Jared smiled. “Do what you believe to be the right thing. Not what they tell you,” he said with a wave around them to indicate the world at large. “But the right thing,” he said, poking a gentle finger at
Josh’s heart. “The right thing,” he repeated, then turned to go.
“Hey,” Josh called.
Jared turned halfway, giving him a questioning look.
“Thanks.”
“For what?” Jared said. “I didn’t do anything.”
“You didn’t ask me what it was all about. Thank you for that.”
Jared smiled and nodded. “Make sure you’re back tomorrow. We need to know who these new people are.”
Josh nodded. He would. But for now, he had somewhere else to be.
Climbing into his truck, he visualized the quickest route through the city to Hannah’s hotel.
Chapter Twelve
Hannah
She sat in a chair, the wet clothing still stuck to her skin as she stared blankly out the window.
Chad hadn’t skimped on their hotel rooms this time around, and now Hannah was taking full advantage of that fact. The long, rectangular room had a full wall of windows at the far end, overlooking the downtown core. Bright lights and colorful neon signs blazed, driving back the shadows of the rain and darkness, proclaiming their goods for anyone to see.
Girls!
Two-For-One Pizza Special!
Oil-Change Deal on Now!
Bottle Service—Call for Details!
Then there were the numerous signs that had nothing but logos on them. Fast food joints, convenience stores, at least half a dozen various clubs that had nothing but their name in lights. Even at this late hour, there was still enough light shining through the rain to allow her to see easily, despite the lights in her apartment being off.

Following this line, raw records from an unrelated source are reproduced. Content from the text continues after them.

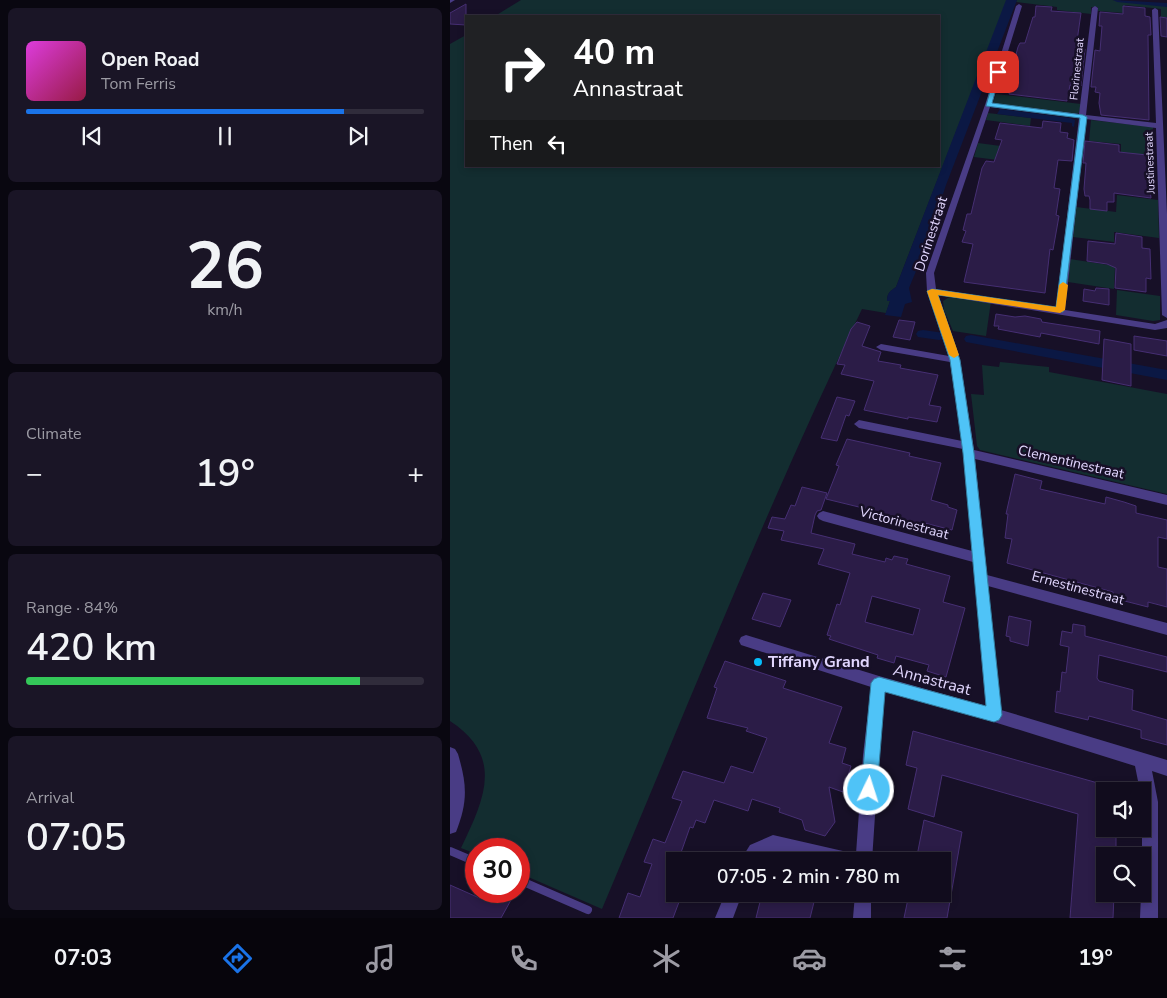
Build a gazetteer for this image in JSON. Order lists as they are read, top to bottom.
{
  "streets": {
    "street": [
      "Florinestraat",
      "Justinestraat",
      "Dorinestraat",
      "Clementinestraat",
      "Victorinestraat",
      "Ernestinestraat",
      "Annastraat"
    ]
  },
  "crossings": [
    ["Dorinestraat", "Clementinestraat"],
    ["Dorinestraat", "Victorinestraat"],
    ["Dorinestraat", "Ernestinestraat"],
    ["Dorinestraat", "Annastraat"]
  ],
  "places": ["Tiffany Grand"],
  "page": {
    "turn": ["40 m", "Annastraat"],
    "song": ["Open Road", "Tom Ferris"],
    "then": "Then",
    "tile": [
      ["26", "km/h"],
      "Climate",
      ["Range · 84%", "420 km"],
      ["Arrival", "07:05"]
    ],
    "heat": ["−", "19°", "+"],
    "limit": "30",
    "trip": "07:05 · 2 min · 780 m",
    "tabs": ["07:03", "19°"]
  }
}
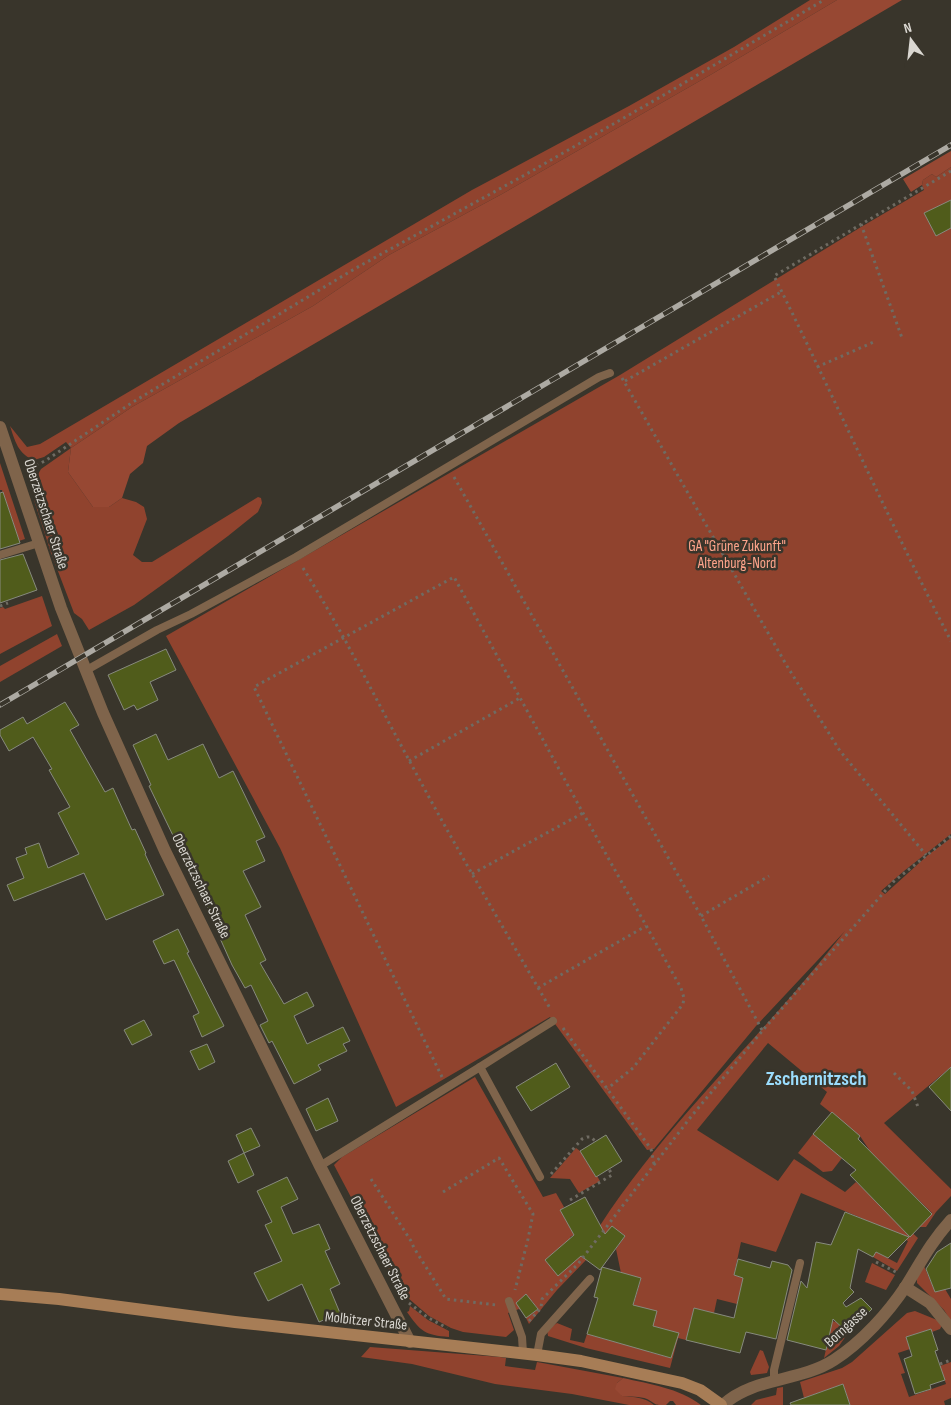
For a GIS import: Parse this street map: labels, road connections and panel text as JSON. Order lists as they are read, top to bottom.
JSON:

“What am I doing?” she said softly, looking out at the landscape from the plush chair she had dragged over from its spot by the television.
The last person she and her brother had revealed their secret to had been Valen Kedyn, a gryphon shifter from Genesis Valley, who had discovered them while he too had been on the run. It had been a partnership born of desperation on both their parts.
That had been a year ago now, and it had been a decade before that. Opening up to people was quite literally a life-threatening experience. Though the battle earlier that night had been won by the wolves, it could easily have gone the other way as well. One blow from Josh’s bear would have changed the entire outcome. Her wolf form was strong and durable, but the raw power contained within a bear dwarfed anything she might come up with.